Dubai bölgesinin yıldız etkinliği 13. Sharjah Bienali, bu sene formatında bir ilki gerçekleştirerek hepimizi heyecanlandırdı. Sergi ve etkinlikleri, 1 yılı aşkın bir zamana yayılacak şekilde farklı kentlerde izleyiciyle buluşturan bienal ekibi; Dakar, Sharjah, Ramallah ve Beyrut’un yanında İstanbul’u da ev sahibi şehirlerden biri yaptı. Christine Tohmé’nin küratörlüğünü üstlendiği 13. Sharjah Bienali’nin kavramsal çerçevesi, “dalgalanma, çalkantı, kabarma, inişli çıkışlı form” anlamına gelen “Tamawuj” ifadesiyle özetleniyor. Projenin İstanbul ayağında ise doğanın döngüsünden yola çıkan ekip, bahar ve tohum kelimeleri üzerine temayı inşa ediyor.

Sultanahmet’teki büyüleyici tarihi yapı, Abud Efendi Konağı’nda, Zeynep Öz küratörlüğünde gerçekleşen “Bahar” isimli sergi, Eylül’ü beklerken kabaran bienal özlemimizi dindirdi diyebilirim. Doğanın yeniden dirilişini, baharı, tohumların canlanması ve filizlenmesini metaforik bir kaynak olarak ele alan bienal, sanat eseri üretimi, sanatçının fikirsel besin kaynakları gibi katmanları irdeliyor. Ana girişten bahçeye adım attığınızda ilk karşınıza çıkan, kapısı yasemin çiçeklerinin kokusu arkasına gizlenmiş tonozlu bir oda oluyor. Fatma Belkıs’ın “Bataklıkta Fert Değil” isimli enstalasyonunu barındıran bu alan, karanlık ve rutubetli ortamında uçuşan turna kuşlarının meskeni olmuş. Kurgulanmış bir bataklığı canlandıran Belkıs, odağını, bu toprak alanın zemin yapısına değil sazlığından balığına, üzerinde uçan kuşuna kadar orayı bataklık yapanlara çeviriyor. Bana varoluş ve aidiyet kavramlarını farklı bir açıdan düşündüren bu iş, sergiye etkileyici bir start veriyor.
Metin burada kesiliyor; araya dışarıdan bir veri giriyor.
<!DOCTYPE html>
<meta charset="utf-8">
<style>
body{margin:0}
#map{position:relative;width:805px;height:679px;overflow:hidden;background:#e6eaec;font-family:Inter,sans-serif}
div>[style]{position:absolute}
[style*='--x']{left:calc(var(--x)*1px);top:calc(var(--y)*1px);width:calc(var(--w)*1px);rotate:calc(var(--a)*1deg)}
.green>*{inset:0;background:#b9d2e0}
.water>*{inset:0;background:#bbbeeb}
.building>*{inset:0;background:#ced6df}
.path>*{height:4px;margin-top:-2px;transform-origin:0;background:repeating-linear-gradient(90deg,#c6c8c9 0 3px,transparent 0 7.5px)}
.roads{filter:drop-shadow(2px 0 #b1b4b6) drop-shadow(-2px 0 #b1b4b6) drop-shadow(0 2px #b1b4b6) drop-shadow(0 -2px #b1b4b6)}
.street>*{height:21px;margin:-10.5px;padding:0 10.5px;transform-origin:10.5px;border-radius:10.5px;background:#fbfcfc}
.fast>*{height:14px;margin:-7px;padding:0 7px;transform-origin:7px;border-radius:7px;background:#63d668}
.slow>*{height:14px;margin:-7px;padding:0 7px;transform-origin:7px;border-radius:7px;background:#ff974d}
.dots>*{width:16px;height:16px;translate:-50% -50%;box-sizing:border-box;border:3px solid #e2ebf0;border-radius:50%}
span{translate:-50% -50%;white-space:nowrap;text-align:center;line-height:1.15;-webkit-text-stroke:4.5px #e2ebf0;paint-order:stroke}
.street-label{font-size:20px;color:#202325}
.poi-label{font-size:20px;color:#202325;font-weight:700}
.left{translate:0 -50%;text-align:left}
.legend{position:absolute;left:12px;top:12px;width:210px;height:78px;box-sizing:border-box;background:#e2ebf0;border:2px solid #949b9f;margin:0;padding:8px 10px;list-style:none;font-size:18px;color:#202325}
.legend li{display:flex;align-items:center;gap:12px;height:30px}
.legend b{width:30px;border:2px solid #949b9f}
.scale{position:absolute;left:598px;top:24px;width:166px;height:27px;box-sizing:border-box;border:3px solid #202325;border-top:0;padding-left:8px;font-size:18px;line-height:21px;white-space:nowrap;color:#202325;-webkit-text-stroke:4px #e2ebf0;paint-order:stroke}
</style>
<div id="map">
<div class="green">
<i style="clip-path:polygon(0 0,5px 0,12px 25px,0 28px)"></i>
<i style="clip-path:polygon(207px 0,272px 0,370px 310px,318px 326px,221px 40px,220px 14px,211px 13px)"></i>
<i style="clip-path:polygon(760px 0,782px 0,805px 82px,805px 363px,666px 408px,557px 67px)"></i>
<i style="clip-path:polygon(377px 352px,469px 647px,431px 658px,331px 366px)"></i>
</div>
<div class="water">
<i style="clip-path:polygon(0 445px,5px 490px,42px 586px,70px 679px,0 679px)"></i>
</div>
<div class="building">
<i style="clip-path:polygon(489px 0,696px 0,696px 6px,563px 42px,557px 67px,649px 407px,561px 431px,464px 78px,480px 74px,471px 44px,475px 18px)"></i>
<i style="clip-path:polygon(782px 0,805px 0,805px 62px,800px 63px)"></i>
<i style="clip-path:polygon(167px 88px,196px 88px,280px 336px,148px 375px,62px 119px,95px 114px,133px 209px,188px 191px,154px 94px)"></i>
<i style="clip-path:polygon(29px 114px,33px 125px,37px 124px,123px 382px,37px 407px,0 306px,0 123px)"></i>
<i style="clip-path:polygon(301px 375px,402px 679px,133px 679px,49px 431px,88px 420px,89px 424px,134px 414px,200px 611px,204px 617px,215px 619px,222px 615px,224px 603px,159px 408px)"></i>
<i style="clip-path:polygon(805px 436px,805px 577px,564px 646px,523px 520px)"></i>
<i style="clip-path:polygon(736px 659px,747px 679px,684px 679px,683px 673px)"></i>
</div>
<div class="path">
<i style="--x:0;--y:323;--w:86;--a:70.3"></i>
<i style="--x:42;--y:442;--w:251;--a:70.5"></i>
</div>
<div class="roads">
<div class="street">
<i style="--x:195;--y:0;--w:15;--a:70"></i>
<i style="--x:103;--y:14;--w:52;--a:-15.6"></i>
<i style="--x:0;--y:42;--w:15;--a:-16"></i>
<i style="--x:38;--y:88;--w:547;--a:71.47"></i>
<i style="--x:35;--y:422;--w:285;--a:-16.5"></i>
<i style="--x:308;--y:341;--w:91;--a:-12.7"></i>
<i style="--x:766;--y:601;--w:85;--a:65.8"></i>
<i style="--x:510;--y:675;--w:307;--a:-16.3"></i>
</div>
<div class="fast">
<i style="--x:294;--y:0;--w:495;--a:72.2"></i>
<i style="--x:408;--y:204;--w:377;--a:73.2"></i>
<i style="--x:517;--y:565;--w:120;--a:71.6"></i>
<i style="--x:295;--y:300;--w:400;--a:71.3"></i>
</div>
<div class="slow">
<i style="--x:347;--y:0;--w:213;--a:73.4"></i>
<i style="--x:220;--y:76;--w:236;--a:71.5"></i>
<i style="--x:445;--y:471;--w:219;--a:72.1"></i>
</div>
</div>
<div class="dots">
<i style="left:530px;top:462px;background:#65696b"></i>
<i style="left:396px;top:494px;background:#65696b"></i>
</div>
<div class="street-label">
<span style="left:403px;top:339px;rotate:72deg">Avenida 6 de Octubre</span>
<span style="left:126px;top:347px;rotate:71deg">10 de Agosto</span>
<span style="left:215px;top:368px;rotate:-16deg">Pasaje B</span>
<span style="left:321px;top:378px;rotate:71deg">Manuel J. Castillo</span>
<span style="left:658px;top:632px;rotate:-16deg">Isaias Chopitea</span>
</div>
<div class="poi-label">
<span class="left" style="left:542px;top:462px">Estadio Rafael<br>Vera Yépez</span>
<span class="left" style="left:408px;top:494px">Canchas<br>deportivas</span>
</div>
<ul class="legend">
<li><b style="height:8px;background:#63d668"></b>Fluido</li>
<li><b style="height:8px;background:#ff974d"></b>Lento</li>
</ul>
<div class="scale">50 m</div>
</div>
Binaya girdiğinizde burnunuza gelen egzotik kokunun tamamlayıcısı enstalasyon ise yine bir odaya konumlanmış. João Modé, konağın bir odasını tamamen toprak ve büyük boyutlu, yemyeşil bitkilerle donatmış. Kaktüsten palmiyeye, yosundan çeşitli endemik türlere kadar bir sürü bitkiyi mekâna adeta istifleyen Modé, yapay bir doğa parçası yaratarak kök ve değerlerimize dair sembolik bir hatırlatmada bulunuyor. Bu çarpıcı yerleştirmeye eşlik eden “Esans / Brezilya’dan Tohumlar” başlıklı işi keşfetmek ise size kalmış. Etrafa serpiştirilen tohumlardan gelen kokuya zihninizi yönlendirdiğinizde kokunun, bireyin alan algısını şekillendirme gücünü de deneyimlemiş olacaksınız.
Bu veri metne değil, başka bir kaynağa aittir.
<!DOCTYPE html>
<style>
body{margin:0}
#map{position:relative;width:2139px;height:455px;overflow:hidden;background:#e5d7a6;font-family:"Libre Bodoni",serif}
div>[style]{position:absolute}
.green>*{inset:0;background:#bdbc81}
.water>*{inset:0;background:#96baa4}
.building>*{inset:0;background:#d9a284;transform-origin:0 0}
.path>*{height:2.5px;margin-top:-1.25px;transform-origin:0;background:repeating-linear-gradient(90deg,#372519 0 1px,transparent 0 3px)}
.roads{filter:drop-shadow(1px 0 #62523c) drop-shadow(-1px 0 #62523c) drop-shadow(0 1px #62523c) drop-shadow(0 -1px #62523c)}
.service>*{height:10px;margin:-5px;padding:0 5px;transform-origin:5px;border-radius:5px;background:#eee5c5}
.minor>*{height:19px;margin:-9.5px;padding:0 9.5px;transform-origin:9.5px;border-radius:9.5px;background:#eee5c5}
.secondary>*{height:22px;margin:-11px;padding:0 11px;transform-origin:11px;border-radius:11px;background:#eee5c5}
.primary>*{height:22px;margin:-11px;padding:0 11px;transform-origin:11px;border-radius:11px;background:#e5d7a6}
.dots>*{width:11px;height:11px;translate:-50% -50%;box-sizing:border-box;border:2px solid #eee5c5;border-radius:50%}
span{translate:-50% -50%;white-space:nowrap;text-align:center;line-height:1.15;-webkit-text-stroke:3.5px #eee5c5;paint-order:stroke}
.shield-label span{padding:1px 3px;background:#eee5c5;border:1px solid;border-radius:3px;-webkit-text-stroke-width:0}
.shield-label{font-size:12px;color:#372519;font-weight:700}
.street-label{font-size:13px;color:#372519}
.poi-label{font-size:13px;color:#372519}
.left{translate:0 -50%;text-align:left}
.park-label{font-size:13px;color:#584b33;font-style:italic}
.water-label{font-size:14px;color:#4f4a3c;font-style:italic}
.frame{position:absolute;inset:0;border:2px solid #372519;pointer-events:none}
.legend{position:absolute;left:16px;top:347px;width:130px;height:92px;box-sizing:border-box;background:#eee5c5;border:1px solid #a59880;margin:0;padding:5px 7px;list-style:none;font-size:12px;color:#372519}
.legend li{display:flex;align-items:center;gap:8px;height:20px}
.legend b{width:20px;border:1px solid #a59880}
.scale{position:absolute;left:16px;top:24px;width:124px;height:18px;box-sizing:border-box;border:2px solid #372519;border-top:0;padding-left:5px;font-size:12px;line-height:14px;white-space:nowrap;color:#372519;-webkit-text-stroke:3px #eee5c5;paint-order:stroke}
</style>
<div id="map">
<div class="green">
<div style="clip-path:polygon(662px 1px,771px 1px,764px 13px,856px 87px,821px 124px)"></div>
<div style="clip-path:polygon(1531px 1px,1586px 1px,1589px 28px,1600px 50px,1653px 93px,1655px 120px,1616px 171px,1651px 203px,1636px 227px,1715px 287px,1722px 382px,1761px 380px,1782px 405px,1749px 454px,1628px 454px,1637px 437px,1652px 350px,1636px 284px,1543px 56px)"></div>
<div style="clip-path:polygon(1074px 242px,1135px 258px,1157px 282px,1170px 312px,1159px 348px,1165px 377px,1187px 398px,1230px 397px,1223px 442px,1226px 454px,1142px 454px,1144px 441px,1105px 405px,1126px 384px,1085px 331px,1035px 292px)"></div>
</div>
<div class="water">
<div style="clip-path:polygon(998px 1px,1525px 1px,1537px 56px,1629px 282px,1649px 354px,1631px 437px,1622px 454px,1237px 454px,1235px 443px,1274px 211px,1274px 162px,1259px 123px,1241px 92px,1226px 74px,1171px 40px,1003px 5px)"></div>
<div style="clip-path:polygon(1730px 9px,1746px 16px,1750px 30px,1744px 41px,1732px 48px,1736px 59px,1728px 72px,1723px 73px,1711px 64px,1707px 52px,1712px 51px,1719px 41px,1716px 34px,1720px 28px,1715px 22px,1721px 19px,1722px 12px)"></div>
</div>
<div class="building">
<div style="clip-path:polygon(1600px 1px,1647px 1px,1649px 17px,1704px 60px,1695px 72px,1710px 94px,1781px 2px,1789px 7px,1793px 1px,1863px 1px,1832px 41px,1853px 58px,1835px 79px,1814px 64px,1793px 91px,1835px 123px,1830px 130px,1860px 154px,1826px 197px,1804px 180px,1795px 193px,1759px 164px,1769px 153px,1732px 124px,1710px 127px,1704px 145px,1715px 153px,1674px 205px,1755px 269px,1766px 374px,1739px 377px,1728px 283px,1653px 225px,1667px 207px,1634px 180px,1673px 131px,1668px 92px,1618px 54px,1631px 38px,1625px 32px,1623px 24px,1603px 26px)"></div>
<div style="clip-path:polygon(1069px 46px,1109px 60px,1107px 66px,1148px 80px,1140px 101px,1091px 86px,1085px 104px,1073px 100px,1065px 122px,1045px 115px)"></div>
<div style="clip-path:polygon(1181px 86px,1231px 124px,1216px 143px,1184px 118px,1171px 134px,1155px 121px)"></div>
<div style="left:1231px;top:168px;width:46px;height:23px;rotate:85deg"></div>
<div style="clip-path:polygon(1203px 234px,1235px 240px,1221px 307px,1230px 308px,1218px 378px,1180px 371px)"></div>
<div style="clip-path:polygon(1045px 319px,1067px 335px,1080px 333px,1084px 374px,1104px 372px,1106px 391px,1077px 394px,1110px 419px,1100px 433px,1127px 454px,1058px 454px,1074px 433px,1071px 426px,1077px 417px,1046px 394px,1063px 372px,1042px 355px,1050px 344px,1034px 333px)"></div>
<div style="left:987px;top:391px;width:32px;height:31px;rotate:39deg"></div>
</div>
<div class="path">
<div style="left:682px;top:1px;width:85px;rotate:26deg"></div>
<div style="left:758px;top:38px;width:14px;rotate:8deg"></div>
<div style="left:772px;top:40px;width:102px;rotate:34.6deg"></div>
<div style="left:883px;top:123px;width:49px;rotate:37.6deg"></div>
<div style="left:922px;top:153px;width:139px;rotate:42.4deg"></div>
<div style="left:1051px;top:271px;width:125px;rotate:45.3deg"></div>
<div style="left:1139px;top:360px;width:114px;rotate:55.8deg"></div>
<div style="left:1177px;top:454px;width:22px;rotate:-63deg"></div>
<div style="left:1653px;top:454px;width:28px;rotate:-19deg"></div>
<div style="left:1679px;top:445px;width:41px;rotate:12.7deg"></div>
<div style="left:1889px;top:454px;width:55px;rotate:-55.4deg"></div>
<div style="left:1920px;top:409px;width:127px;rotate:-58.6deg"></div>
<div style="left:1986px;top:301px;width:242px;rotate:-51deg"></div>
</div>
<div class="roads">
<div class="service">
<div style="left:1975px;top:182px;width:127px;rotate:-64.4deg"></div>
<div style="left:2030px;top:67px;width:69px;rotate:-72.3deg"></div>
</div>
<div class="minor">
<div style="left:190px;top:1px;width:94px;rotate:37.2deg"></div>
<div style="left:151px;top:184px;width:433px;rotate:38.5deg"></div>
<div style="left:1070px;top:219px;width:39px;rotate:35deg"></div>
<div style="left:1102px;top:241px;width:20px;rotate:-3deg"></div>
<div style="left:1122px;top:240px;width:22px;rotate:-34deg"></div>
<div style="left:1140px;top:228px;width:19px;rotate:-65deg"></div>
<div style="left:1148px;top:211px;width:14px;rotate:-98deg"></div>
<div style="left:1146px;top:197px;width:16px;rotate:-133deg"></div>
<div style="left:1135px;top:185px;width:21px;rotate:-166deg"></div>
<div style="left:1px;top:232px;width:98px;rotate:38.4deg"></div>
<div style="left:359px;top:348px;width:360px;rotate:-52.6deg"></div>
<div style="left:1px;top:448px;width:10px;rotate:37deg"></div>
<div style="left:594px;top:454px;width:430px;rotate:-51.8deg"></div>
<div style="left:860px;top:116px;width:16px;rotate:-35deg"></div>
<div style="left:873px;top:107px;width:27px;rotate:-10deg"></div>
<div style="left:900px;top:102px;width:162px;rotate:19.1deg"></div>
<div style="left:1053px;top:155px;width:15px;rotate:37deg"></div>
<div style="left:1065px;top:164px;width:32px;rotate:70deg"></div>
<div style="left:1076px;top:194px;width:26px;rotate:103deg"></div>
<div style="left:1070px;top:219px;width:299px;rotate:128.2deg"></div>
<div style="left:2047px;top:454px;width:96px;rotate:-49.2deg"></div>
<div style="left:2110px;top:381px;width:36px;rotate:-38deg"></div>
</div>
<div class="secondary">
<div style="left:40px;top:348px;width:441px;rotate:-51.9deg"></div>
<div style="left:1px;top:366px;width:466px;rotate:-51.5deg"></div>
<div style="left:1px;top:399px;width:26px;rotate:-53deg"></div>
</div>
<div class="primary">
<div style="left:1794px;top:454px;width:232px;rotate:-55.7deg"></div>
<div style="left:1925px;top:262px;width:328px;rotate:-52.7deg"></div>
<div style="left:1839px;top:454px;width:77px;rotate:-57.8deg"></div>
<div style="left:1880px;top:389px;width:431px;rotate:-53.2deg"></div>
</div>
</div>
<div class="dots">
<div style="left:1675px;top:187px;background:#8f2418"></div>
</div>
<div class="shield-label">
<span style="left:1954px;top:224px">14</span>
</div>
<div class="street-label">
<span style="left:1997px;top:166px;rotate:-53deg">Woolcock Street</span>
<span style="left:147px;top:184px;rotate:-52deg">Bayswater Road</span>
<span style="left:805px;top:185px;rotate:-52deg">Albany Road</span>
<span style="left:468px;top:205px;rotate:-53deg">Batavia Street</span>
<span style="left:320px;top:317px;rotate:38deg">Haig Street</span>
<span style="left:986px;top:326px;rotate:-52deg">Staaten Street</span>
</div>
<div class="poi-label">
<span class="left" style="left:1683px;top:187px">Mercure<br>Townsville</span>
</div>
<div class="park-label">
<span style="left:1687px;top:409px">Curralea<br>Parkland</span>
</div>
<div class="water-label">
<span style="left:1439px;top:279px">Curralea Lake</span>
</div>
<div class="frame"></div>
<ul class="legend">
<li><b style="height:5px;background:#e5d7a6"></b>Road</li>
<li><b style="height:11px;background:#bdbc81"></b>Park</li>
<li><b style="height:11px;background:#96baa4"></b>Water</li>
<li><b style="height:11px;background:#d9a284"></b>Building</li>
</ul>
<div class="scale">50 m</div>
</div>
Yine giriş kattaki bir odada yer alan, Pınar Öğrenci’ye ait video çalışması da benim favorilerimden. Sanatçı, Van Gölü’nde yaşayan, gölün sodalı sularında üreyemediği için her sene baharda tatlı sulara doğru yol alıp yumurta bırakan inci kefali göçünü görsel olarak kendi yaşam alanıyla birleştirmiş. Bir özdeşleştirmenin izini sürdüğümü hissettiğim bu video; zorluklara rağmen yol alma, yaşam ve varoluş mücadelesi, direniş ve göç gibi konulara dair yaklaşımın özgünlüğüyle beni etkiledi.  Serginin öne çıkan ortak üretimlerinden biri de Burcu Yağcıoğlu & Ülgen Semerci imzası taşıyan enstalasyon. Dev bir patates ile filizlendiği tarlası olan konağı; mitolojik, sembolik ve soyut çağrışımların hakim olduğu bir yorumlar bütünü şeklinde izleyiciyle paylaşıyor. Lateks yerleştirmenin biçimsizliği ile kolaj ve resimlerin estetik dilinin oluşturduğu zıtlığı da anlamlı buldum.
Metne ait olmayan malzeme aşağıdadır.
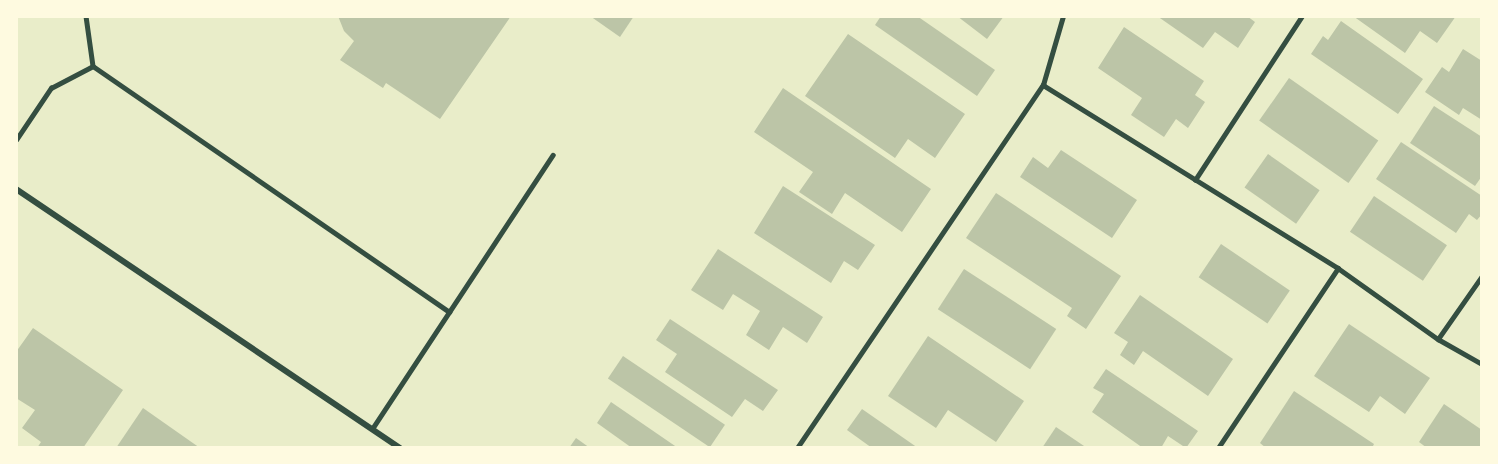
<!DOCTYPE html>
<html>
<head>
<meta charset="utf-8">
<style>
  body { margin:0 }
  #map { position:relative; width:1498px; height:464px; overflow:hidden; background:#e9edc9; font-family:"Work Sans",sans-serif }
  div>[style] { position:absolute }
  .building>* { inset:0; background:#bcc5a7; transform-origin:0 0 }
  .service>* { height:4.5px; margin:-2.25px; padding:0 2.25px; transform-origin:2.25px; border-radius:2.25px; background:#344e41 }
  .minor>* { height:6px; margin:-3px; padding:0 3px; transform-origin:3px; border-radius:3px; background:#344e41 }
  span { translate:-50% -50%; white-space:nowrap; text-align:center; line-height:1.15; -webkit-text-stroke:5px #fefae0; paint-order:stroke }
  .frame { position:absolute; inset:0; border:18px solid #fefae0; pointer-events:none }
</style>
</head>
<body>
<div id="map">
  <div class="building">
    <i style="clip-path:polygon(338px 16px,511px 16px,440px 119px,386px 83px,383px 88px,340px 60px,354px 41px,344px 31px)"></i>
    <i style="clip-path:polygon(590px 16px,634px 16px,620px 37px)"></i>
    <i style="clip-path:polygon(881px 16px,917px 16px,995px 70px,977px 96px,875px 25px)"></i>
    <i style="clip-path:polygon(957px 16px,1004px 16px,987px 39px)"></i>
    <i style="clip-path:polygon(1157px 16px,1247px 16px,1255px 22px,1238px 48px,1215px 32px,1203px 48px)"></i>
    <i style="clip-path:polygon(1353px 16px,1456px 16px,1437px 43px,1420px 31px,1405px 53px)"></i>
    <i style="clip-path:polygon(1341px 21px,1423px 79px,1398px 114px,1311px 54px,1323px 36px,1328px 40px)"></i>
    <i style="clip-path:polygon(1124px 27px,1204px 81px,1195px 95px,1205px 102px,1188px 128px,1176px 119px,1164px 137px,1131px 115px,1142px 98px,1098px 68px)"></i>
    <i style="clip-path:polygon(848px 34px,965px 114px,935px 158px,908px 139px,895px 158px,805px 96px)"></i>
    <i style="clip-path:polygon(1463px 49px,1482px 61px,1482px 120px,1463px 108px,1459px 115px,1425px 92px,1442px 67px,1449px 72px)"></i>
    <i style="left:1289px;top:78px;width:109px;height:52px;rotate:35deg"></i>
    <i style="clip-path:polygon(783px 88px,931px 189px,902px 232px,845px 193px,832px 214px,799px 192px,813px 172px,754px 132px)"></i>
    <i style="clip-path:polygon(1434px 106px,1482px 137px,1482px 176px,1475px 186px,1410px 143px)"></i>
    <i style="clip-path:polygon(1401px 142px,1482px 196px,1482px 214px,1477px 220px,1469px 214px,1456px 233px,1376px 179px)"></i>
    <i style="clip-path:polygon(1061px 150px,1137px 200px,1112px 238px,1020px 177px,1033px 157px,1048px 168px)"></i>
    <i style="left:1268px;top:154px;width:63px;height:41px;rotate:35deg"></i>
    <i style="clip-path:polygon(783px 186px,875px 245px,858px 270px,844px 261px,831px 283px,754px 233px)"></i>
    <i style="clip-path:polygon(996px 193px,1121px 276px,1086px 329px,1067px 316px,1072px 308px,966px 238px)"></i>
    <i style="left:1374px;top:196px;width:88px;height:43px;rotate:34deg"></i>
    <i style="left:1221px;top:244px;width:83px;height:40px;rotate:34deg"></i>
    <i style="clip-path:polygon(718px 249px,823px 317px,807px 343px,783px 327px,769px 350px,746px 335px,760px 311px,733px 294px,723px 310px,691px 290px)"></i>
    <i style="left:964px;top:269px;width:110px;height:48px;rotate:33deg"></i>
    <i style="clip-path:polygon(1140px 295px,1233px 359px,1208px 396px,1143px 351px,1134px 365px,1120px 355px,1128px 342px,1114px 333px)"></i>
    <i style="clip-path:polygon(670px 319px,778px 390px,763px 411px,745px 399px,732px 417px,665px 372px,677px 354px,656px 340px)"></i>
    <i style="clip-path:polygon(1349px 324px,1430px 378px,1405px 414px,1380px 396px,1369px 412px,1314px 376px)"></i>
    <i style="clip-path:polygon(33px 328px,123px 390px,83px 448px,37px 448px,41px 442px,22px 428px,35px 410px,16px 398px,16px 352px)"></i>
    <i style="clip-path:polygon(928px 336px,1024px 401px,996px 442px,948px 410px,936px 428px,888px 396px)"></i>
    <i style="left:623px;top:356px;width:123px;height:27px;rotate:34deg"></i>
    <i style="clip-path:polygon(1106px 369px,1198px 431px,1186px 448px,1168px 436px,1161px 448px,1143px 448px,1092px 412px,1104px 394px,1093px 388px)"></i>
    <i style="clip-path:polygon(1294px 391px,1374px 444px,1372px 448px,1266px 448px,1260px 443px)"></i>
    <i style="clip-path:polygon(611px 402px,678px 448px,632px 448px,597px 423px)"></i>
    <i style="clip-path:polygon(1444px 404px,1482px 430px,1482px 448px,1427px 448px,1419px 442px)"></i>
    <i style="clip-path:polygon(143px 408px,200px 448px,116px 448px)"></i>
    <i style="clip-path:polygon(862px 409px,918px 448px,872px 448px,847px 430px)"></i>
    <i style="clip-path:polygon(1056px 427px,1087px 448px,1042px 448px)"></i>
    <i style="clip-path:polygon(576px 438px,590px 448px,569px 448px)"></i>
  </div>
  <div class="service">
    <i style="left:86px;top:16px;width:50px;rotate:82deg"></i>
    <i style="left:1043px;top:85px;width:72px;rotate:-73.8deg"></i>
    <i style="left:16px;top:140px;width:63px;rotate:-56.1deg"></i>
    <i style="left:51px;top:88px;width:47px;rotate:-27.6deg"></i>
    <i style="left:93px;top:66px;width:433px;rotate:34.6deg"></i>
    <i style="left:1195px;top:180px;width:196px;rotate:-56.9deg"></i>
    <i style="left:1438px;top:339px;width:77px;rotate:-55.1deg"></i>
    <i style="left:372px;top:429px;width:328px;rotate:-56.6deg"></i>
    <i style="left:797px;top:448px;width:439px;rotate:-55.9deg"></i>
    <i style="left:1043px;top:85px;width:347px;rotate:31.8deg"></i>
    <i style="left:1338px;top:268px;width:123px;rotate:35.4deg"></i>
    <i style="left:1438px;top:339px;width:51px;rotate:29.6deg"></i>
    <i style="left:1218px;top:448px;width:216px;rotate:-56.3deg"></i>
  </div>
  <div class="minor">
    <i style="left:16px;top:189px;width:463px;rotate:34deg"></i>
  </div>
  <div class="frame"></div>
</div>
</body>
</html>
Diyalog, kavrama ve karşılaşma kavramlarını irdeleyen Merve Ertufan ise “Bir Cevap Şaşırtabilir mi?” isimli video enstalasyonuyla beğenimi kazanan diğer isimlerden. Hemen hepsi site-spesific özellikler gösteren ve mekânla daha da yücelen eserleri görmek için 10 Haziran’a kadar vaktiniz var.